### TASK DESCRIPTION
Find every line below where the string "them" shows up, and copy those lines.

### Items from a dataset
• • • • • • •

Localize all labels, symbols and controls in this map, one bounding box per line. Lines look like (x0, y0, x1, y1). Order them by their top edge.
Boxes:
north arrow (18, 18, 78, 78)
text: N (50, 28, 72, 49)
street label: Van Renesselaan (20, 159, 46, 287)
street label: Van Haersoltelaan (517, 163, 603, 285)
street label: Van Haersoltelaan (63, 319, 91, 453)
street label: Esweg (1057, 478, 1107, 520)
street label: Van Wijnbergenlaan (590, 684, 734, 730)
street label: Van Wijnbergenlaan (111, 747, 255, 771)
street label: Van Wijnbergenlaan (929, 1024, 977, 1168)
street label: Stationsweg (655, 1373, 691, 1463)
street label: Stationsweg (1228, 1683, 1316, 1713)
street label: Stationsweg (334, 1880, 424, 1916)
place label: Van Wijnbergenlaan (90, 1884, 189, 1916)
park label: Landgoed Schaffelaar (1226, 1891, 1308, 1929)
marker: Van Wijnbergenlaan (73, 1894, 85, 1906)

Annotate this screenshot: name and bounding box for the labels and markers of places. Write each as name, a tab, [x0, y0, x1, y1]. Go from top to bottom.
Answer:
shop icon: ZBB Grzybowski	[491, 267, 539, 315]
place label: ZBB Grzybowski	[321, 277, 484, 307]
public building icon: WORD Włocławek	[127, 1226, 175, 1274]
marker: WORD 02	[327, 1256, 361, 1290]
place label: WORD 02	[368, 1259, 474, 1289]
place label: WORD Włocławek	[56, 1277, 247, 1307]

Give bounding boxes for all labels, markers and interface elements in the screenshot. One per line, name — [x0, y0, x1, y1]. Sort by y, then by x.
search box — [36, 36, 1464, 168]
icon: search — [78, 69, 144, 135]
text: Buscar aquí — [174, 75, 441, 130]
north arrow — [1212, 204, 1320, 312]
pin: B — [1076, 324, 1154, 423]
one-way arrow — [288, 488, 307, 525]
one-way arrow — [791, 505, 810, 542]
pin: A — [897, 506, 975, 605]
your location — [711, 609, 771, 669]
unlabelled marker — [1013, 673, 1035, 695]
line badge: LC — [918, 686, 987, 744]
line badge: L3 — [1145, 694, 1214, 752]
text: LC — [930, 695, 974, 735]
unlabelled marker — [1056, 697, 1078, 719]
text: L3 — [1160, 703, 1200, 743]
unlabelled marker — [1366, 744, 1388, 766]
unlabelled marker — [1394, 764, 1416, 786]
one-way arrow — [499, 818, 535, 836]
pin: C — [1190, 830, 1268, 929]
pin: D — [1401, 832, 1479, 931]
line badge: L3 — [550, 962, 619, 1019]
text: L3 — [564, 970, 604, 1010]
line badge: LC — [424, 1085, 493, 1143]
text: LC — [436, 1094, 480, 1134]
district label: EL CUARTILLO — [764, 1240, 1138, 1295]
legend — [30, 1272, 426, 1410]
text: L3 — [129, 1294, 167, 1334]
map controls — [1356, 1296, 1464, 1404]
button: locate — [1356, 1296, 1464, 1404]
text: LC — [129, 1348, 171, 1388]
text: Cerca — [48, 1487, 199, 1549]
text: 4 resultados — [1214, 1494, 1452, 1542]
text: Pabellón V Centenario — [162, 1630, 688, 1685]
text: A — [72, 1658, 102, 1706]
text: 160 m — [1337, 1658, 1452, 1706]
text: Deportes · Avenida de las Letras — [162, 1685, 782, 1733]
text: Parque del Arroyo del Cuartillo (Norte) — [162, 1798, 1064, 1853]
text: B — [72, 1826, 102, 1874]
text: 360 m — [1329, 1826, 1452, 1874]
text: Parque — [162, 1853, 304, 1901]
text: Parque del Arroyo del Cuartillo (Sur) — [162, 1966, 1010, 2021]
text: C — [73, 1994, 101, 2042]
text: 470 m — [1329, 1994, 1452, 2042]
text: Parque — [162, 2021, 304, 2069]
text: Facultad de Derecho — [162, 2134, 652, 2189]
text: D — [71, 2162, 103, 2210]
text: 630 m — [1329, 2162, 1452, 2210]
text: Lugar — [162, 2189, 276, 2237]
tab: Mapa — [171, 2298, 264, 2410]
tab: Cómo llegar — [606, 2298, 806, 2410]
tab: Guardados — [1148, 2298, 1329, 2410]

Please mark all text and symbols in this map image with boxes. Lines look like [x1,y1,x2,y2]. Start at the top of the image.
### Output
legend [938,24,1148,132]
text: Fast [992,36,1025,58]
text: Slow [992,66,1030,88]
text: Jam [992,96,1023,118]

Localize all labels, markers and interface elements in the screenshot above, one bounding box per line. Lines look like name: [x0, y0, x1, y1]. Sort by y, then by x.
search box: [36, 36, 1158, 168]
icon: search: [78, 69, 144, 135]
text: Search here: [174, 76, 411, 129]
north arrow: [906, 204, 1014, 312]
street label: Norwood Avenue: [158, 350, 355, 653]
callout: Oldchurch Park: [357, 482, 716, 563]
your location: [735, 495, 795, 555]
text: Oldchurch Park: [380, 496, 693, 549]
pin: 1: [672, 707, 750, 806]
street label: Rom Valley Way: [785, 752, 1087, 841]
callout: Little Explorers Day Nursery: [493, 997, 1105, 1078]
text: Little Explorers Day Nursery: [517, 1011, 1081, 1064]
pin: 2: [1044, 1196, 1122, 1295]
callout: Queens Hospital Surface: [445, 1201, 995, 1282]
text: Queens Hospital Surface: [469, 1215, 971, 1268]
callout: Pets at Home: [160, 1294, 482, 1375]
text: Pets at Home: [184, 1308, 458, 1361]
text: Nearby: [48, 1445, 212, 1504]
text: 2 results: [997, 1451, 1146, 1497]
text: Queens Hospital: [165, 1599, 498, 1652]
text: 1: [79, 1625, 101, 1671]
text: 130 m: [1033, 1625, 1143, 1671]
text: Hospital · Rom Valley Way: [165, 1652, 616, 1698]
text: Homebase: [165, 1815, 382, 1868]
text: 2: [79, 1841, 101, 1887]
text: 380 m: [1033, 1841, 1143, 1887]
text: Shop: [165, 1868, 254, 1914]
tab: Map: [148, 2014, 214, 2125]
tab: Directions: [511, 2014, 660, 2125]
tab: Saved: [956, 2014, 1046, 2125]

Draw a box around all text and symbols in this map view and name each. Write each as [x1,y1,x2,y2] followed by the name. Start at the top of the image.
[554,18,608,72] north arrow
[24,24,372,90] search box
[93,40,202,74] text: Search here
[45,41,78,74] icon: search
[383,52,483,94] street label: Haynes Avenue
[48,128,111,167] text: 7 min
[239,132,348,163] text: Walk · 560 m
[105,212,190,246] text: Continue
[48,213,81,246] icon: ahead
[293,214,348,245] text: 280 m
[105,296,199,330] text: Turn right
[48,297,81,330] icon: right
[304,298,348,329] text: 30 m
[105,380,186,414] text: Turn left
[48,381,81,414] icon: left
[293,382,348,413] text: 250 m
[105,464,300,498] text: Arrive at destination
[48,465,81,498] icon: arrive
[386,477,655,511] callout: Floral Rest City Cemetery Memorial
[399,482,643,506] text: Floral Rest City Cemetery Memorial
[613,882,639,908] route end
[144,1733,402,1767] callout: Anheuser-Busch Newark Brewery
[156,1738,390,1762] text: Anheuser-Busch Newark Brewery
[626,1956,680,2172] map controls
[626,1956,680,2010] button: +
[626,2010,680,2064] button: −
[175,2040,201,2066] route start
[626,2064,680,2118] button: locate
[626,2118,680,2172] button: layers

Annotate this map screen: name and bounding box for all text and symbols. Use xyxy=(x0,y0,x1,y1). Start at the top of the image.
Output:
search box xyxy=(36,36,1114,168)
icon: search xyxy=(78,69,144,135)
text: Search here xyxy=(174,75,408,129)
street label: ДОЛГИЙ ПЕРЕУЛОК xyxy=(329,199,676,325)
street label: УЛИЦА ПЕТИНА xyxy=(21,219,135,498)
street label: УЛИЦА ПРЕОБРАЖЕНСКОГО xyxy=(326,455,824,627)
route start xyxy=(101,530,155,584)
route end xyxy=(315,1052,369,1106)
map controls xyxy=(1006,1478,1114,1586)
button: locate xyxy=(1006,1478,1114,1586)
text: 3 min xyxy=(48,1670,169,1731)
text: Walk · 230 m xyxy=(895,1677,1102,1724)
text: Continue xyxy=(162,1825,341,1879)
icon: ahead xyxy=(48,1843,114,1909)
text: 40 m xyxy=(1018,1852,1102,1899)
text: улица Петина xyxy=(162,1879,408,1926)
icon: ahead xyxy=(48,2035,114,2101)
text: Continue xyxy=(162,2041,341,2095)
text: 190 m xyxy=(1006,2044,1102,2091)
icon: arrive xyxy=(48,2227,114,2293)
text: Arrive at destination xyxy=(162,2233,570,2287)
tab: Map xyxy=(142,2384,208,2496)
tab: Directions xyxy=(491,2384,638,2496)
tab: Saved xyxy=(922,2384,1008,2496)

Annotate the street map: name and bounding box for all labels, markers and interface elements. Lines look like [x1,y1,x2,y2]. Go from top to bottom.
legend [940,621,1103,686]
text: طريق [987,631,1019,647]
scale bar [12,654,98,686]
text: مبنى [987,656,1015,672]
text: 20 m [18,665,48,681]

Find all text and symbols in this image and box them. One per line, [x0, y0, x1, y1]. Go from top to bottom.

• • • • • • •

### RESPONSE TO THE TASK
Localize all labels, symbols and controls in this map, one bounding box per line. Lines look like (x0, y0, x1, y1). Order them by their top edge.
Find all text and symbols in this image and box them. One per line, [x0, y0, x1, y1]. Go from top to bottom.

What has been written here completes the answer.